→ Task description: Only lines holding the word "with" should be copied from the material.

→ Dataset extract:

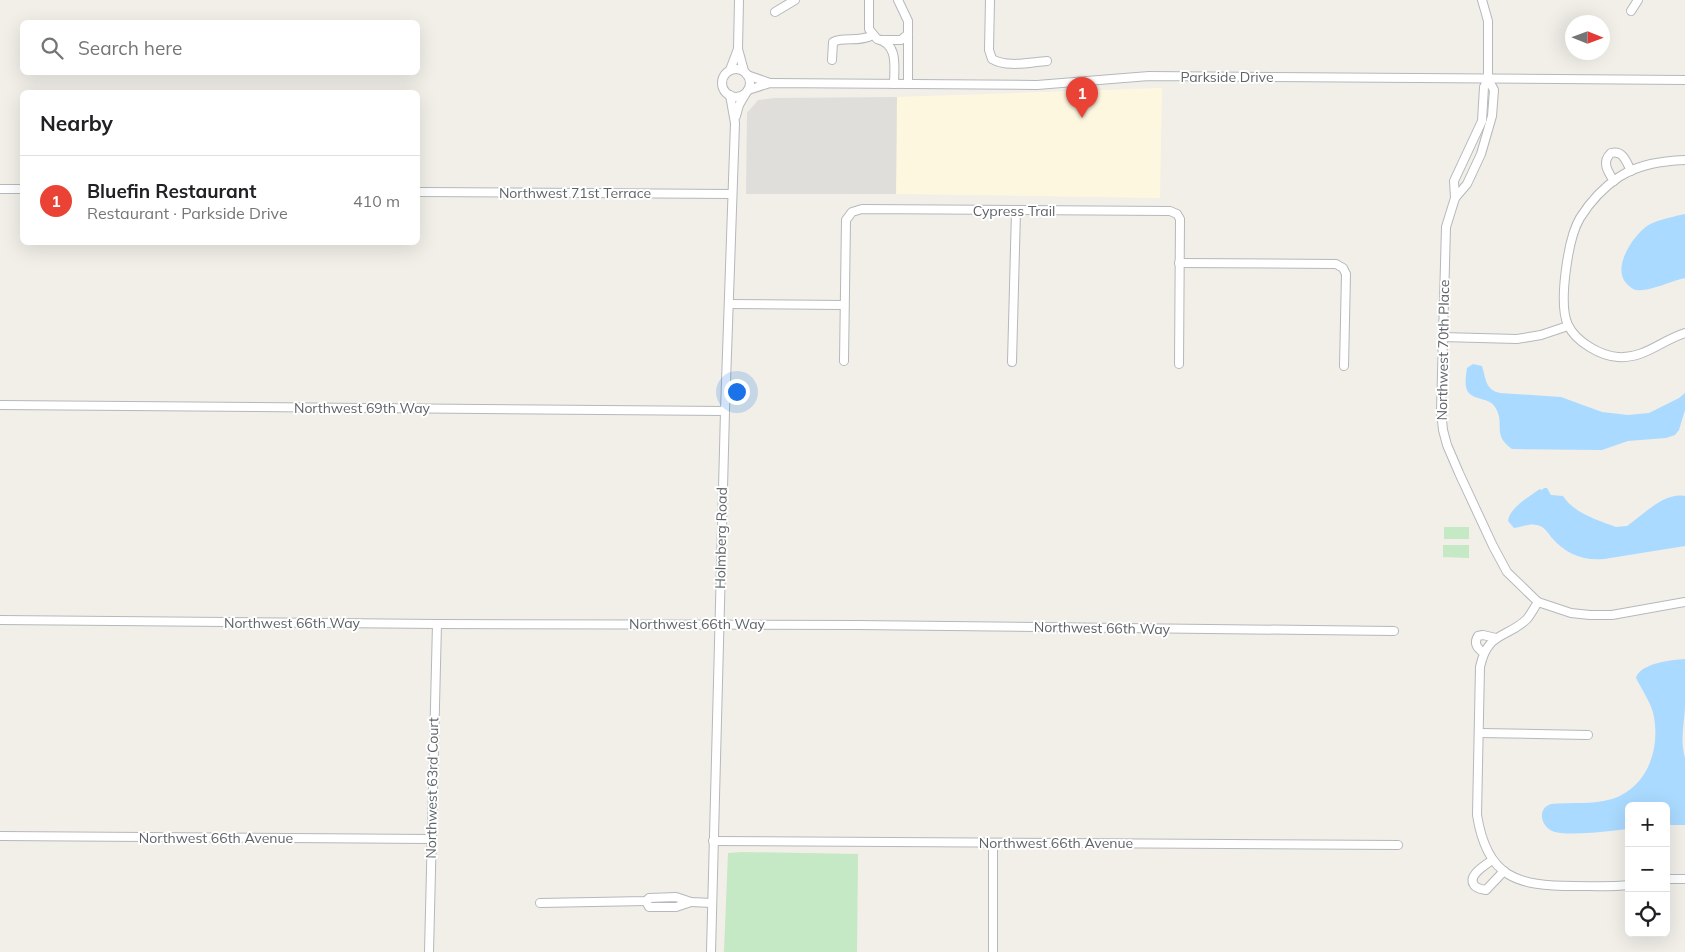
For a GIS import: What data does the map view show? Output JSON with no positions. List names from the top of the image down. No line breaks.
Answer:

---

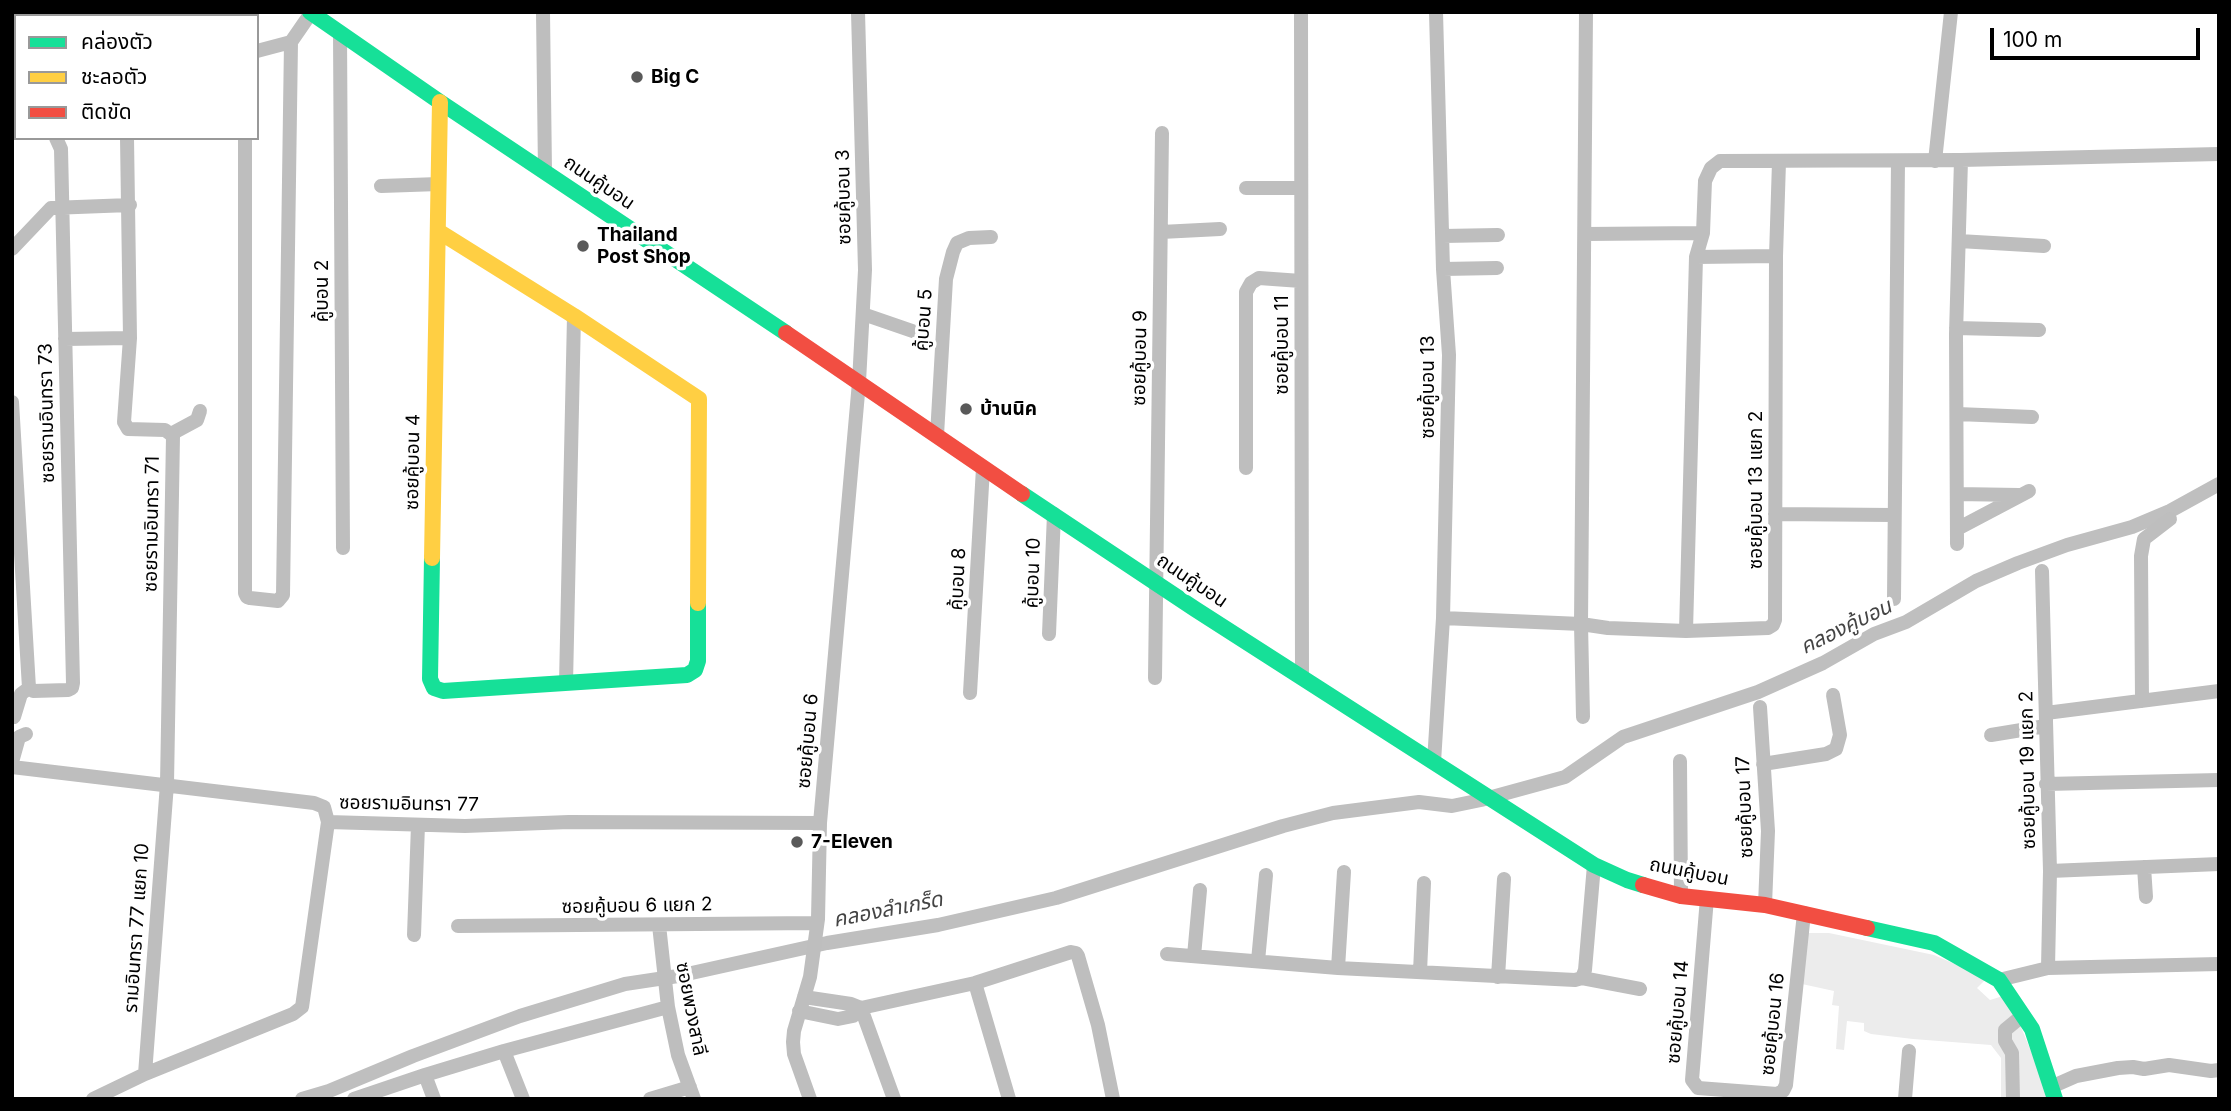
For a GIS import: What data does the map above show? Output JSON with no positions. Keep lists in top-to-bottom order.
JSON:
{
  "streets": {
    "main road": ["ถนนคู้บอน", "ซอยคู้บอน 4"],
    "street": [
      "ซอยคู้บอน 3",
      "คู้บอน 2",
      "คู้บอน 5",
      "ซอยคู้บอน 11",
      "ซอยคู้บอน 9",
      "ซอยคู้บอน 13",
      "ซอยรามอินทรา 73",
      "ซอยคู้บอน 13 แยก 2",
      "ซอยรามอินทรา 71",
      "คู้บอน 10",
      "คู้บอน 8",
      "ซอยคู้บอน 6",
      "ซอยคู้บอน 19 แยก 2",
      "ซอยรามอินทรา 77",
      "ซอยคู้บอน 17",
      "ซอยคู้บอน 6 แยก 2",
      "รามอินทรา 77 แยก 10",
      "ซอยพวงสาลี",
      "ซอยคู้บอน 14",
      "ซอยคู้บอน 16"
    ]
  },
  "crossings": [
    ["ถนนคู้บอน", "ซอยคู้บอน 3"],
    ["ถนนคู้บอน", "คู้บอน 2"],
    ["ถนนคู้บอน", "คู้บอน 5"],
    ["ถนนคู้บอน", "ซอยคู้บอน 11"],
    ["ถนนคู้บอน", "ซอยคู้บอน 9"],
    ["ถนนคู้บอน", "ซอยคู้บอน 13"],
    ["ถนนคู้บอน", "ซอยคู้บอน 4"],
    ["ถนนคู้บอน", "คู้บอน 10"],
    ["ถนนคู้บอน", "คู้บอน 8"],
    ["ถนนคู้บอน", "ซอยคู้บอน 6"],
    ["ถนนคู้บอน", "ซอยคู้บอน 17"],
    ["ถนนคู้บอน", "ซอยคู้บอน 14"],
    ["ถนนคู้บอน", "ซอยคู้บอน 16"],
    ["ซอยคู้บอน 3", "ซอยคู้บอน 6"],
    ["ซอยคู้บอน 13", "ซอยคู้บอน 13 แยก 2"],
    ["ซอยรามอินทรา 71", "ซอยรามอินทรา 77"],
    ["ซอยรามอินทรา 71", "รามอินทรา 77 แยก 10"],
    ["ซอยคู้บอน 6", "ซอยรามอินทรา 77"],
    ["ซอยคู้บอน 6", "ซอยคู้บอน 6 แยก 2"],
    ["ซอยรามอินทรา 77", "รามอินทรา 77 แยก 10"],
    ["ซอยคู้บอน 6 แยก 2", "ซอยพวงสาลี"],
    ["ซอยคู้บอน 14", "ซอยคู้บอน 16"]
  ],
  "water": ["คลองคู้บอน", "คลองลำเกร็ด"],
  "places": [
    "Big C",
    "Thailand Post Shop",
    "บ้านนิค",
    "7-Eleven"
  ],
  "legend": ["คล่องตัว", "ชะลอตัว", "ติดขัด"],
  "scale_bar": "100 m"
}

→ Answer to this exercise:
For a GIS import: What data does the map view show? Output JSON with no positions. List names from the top of the image down. No line breaks.
For a GIS import: What data does the map above show? Output JSON with no positions. Keep lists in top-to-bottom order.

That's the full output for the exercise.